What Telski’s 2014-2015 season really means for skiers, the economy and the future…
By Allison Perry | Telluride
“I wish the resort was still open,” Telluride resident Matt Weldon remarked on a warm May 22, days after a late season storm dropped over a foot of snow at higher elevations throughout the San Juan Mountains.
Weldon (along with this reporter) had just skinned up the mountainside at Telluride Ski Resort to ski Westlake, an expert run in Telski’s Black Iron Bowl – a two to three hour approach for a single 15-minute run. The snow conditions were fantastic, and the experience was well worth the workout, but it “would have been more fun if the lifts were running,” Weldon lamented. “We could’ve done way more laps.”
Some of 2015’s bigger storms came well after the resort had closed for the 2015 season. During mid-to-late May it was not uncommon to see skiers skinning up the resort or tackling the backcountry to earn late season powder turns.

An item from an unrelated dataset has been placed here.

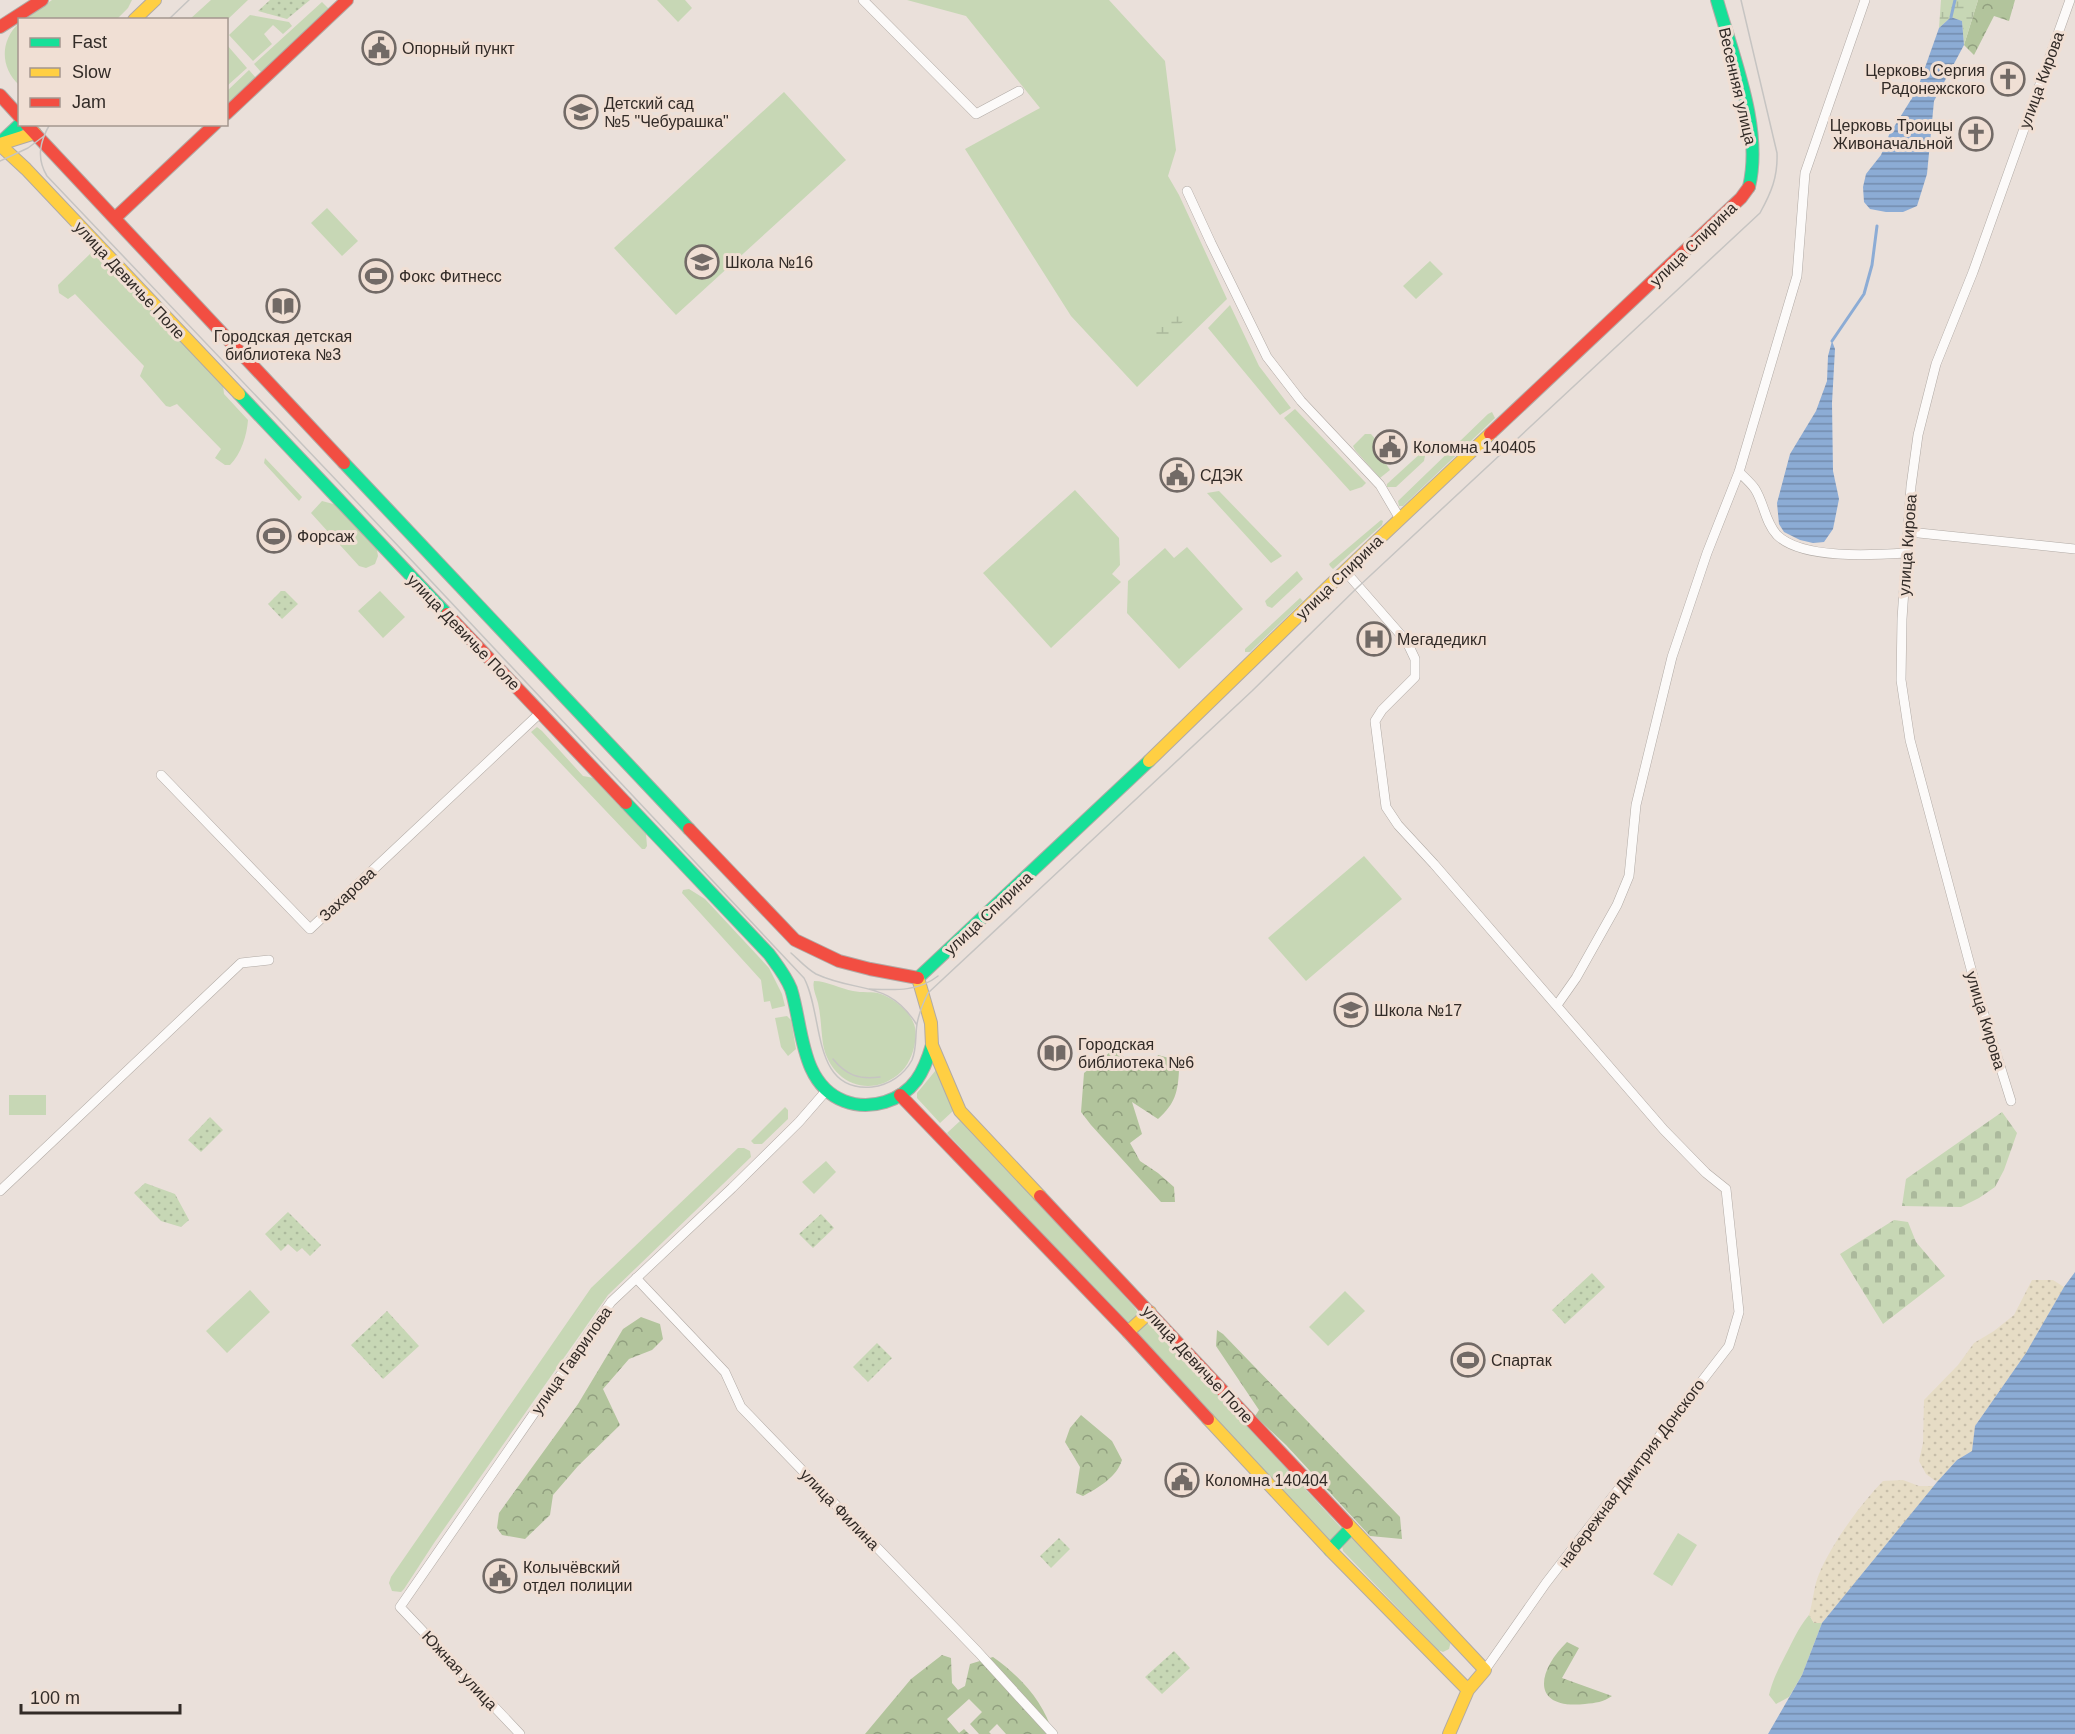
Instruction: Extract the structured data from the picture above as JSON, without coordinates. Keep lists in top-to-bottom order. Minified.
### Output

Bemoaning Telski’s early closing date is commonplace among locals. Telluride’s chairs stop turning in early April, while most other resorts in Colorado stay open weeks, or even months later. This year the feeling was especially pronounced, as epic late season storms beckoned skiers who felt shortchanged by a fickle and subpar ski season on the resort to rise before dawn to ascend thousands of feet to find good snow.
The 2015 season left many skiers wondering if sporadic snowfall, interspersed with prolonged dry spells and unseasonably warm temperatures, has become the new winter norm for the region.
While big storms did bookend the 2015 season, including a December blizzard and a late February storm that deposited more than four feet of snow across some parts of the region, many skiers felt the “season” was not so much as season as it was a long drought interspersed by a few weeks of good skiing made even more frustrating by high avalanche danger and a stampeding frenzy of powder-starved locals waiting to bum rush each chairlift on pow days.
“I got the flu for a week in February so I missed the entire season,” joked Telluride resident Sarah Iverson, belying the sentiment of a growing number of locals who are worried that climate change has begun to ruin skiing for good.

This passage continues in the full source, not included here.